Thinking wildly and haphazardly comes easily to me. Focus and intentionality are difficult. The practice of meditation has come in fits and starts. How am I supposed to weave this into the fabric of my life?

This will look different for every person, but for me it has three critical aspects: prayer, reading, and journaling. Prayer especially can be a struggle for me. The other two come much more naturally.

Okay, so what does that all look like? First, I have to build a routine into my life. From this framework I can do the things I need to do. The framework has to become part of my life, as opposed to a to-do list. It’s not a check-the-box kind of thing. Meditation needs to become a part of who I am as a person.

Each morning, once I’m fully awake, I read an online devotional. Right now, it’s Oswald Chambers’ My Utmost for His Highest utmost.org. (Warning, Chambers can be hard to understand. But for me, that fuels my meditation.) One nice feature of the online version of My Utmost for His Highest is a link to read through the Bible in one year. I click on the link, and it takes me to my favorite version of Scripture. As I read (typically three chapters), I make quick notes on my laptop. Almost invariably (unless my mind is far, far away), questions will come to mind. I write these down. Sometimes the reading prompts me to check out something in another part of the Bible. I’ll make a note of what I learn. Sometimes I see things I never noticed before. Other times, I’m left with questions that I can’t possibly answer. Such questions bother me far less than they used to. As I’ve grown spiritually over the years, I’ve learned that I can trust God with the things I can’t ever learn. He’s got that.

As I read, I need to let the text of Scripture say what it says. I can’t try to explain things away; I can’t dismiss things. I need to think on them. I can’t be reading His words with my agenda in the foreground; that always proves counterproductive. Why does God want us to know the information on these pages? What is going on here? God will comfort me in my doubt and bewilderment, but first He will take me way, way out of my comfort zone. That’s part of growing.

Prayer is a vital part of this framework, and it’s the part I struggle with the most. So I’ve learned to simply ask God to fill me with His Spirit today. I admit to Him where I’m struggling in life. That’s just simple honesty. He already knows anyway. Why not talk to Him about it? Then I try to linger in that moment. For me, I might need to go for a walk to do this meditative prayer, listening for God. Sometimes I meditate while running. It’s a chance for me to be quiet while remaining active.

If you’ve read this far, you might want to know what this may actually look like for me. If so, here’s an example of something in Scripture that really got me to meditate. I was reading in Revelation where John the disciple is talking about his vision of heaven. John is emotional to the point of weeping uncontrollably, but someone—an elder—consoles him by pointing Him to Christ. “Look,” says the elder, “the Lion of the tribe of Judah, the heir to David’s throne, has triumphed” (Revelation 5:5). What John sees next is so counterintuitive it’s difficult to comprehend.

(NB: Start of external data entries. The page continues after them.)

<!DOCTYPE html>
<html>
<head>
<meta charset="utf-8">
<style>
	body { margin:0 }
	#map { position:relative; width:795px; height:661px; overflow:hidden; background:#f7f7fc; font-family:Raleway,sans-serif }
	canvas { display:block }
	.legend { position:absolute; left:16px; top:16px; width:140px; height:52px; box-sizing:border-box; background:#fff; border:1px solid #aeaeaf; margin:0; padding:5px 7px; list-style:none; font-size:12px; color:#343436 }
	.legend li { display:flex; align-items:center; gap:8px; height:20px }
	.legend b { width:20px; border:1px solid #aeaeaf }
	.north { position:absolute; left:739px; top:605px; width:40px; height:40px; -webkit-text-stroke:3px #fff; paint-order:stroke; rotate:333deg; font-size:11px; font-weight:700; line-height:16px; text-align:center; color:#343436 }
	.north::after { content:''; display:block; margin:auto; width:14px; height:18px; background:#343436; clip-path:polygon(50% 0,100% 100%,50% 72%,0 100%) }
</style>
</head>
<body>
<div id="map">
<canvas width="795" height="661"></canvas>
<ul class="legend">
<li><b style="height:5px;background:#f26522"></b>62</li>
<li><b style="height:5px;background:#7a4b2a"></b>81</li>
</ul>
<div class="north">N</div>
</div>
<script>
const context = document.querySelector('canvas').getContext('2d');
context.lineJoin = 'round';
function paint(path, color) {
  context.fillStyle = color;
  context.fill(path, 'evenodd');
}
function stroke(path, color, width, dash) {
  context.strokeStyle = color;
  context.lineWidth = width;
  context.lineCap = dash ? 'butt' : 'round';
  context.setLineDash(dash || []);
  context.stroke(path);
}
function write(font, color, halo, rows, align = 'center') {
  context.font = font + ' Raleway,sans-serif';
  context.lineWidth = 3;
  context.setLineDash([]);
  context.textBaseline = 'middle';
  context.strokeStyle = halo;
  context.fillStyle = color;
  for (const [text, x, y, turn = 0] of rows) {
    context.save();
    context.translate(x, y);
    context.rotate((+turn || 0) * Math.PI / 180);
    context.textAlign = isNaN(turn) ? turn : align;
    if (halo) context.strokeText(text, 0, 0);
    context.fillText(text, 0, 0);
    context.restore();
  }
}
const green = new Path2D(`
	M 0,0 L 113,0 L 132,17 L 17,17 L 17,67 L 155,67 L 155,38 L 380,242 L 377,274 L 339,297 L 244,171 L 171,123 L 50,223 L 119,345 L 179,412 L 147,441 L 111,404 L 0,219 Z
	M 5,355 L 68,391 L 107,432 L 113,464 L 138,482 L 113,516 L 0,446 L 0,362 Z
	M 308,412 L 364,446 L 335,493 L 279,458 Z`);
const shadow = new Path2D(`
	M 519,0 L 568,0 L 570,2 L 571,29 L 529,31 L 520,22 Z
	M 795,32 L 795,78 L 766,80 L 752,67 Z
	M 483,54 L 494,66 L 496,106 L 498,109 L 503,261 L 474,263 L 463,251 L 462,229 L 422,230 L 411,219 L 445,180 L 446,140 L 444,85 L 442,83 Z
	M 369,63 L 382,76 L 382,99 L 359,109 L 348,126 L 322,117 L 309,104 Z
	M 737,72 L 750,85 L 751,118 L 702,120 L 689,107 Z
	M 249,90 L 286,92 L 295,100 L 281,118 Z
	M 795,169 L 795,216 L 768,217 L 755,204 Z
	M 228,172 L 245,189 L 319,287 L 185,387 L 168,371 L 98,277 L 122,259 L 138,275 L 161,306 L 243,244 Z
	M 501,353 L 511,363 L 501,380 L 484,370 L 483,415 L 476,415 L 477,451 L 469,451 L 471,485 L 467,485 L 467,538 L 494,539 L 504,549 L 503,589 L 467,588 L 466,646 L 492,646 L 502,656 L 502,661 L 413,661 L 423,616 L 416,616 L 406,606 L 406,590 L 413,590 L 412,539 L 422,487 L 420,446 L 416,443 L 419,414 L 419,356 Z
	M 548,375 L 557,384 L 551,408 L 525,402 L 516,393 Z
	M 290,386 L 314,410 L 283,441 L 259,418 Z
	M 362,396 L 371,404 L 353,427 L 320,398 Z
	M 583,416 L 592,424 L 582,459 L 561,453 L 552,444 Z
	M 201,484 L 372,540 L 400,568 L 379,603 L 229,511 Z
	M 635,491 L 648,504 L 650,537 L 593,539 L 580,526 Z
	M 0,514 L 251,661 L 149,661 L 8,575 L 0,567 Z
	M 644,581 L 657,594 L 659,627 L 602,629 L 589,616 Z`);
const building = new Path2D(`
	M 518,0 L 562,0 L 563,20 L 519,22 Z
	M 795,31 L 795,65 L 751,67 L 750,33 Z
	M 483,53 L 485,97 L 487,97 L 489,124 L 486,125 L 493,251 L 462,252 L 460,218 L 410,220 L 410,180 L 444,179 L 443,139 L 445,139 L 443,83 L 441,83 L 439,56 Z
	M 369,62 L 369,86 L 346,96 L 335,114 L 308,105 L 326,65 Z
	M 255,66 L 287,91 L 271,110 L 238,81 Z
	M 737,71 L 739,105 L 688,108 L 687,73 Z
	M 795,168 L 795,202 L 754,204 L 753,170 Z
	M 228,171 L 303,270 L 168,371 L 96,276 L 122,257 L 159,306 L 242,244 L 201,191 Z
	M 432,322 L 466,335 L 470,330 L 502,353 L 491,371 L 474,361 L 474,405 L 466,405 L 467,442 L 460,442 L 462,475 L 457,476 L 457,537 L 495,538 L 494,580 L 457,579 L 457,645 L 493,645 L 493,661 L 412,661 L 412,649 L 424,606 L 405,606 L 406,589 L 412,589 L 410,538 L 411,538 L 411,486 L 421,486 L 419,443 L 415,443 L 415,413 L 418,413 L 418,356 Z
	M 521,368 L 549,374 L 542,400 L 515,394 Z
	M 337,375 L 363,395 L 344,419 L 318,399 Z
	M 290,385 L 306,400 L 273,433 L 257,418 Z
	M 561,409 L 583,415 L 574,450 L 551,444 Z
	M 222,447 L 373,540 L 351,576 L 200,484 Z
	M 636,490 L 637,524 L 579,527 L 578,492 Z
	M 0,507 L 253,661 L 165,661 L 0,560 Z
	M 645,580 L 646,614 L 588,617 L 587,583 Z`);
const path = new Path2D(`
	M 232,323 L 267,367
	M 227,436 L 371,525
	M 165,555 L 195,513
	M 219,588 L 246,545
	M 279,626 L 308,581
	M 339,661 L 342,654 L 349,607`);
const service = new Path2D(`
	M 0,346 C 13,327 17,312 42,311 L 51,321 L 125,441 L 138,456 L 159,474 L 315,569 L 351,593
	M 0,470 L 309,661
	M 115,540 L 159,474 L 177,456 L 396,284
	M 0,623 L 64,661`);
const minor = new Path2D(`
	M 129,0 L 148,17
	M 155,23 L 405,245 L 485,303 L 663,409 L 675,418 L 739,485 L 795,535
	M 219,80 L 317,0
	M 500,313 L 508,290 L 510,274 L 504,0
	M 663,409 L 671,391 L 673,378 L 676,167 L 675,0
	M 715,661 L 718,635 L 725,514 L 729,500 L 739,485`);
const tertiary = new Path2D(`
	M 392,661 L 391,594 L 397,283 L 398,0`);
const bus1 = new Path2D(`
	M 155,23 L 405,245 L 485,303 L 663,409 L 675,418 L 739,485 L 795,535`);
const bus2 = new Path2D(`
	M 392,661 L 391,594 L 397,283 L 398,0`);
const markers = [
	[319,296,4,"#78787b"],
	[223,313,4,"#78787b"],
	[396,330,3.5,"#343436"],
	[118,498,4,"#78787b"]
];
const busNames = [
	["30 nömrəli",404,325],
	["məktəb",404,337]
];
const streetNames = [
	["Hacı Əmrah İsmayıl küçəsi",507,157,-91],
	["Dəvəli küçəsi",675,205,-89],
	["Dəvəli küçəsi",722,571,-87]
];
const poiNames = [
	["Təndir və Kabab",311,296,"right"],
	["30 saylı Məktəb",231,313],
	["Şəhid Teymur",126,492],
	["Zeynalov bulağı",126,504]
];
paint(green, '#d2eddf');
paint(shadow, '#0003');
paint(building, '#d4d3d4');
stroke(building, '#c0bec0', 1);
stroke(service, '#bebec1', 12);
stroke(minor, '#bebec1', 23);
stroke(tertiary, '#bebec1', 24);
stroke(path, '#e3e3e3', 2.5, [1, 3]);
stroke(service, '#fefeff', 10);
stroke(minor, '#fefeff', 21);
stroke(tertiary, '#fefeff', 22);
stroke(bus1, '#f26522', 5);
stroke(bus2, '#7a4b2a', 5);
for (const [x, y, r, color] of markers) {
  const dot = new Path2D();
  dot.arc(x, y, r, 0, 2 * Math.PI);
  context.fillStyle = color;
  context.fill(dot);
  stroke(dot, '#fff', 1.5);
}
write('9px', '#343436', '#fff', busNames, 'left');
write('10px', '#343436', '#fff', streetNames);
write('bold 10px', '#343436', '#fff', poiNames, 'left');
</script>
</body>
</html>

“Then I saw a Lamb that looked as if it had been slaughtered,” writes John (v. 6). That Lamb, of course, is also the Lion of Judah just referred to.

Here’s what I don’t understand. Are these just metaphors to help us understand various aspects of Christ? I can understand the lion imagery speaking of His fearsome power while the lamb imagery shows us His perfect sacrifice for our sins. But . . . this is a vision of heaven. When we look at Jesus the Messiah, will we always see His wounds from the crucifixion? Is that a part of what this is telling us?

That’s something I could meditate on for the rest of my life and never fully understand.

I could talk a lot more about this—particularly my struggles with prayer—but that’s a topic for another blog. Today, I need to stay focused.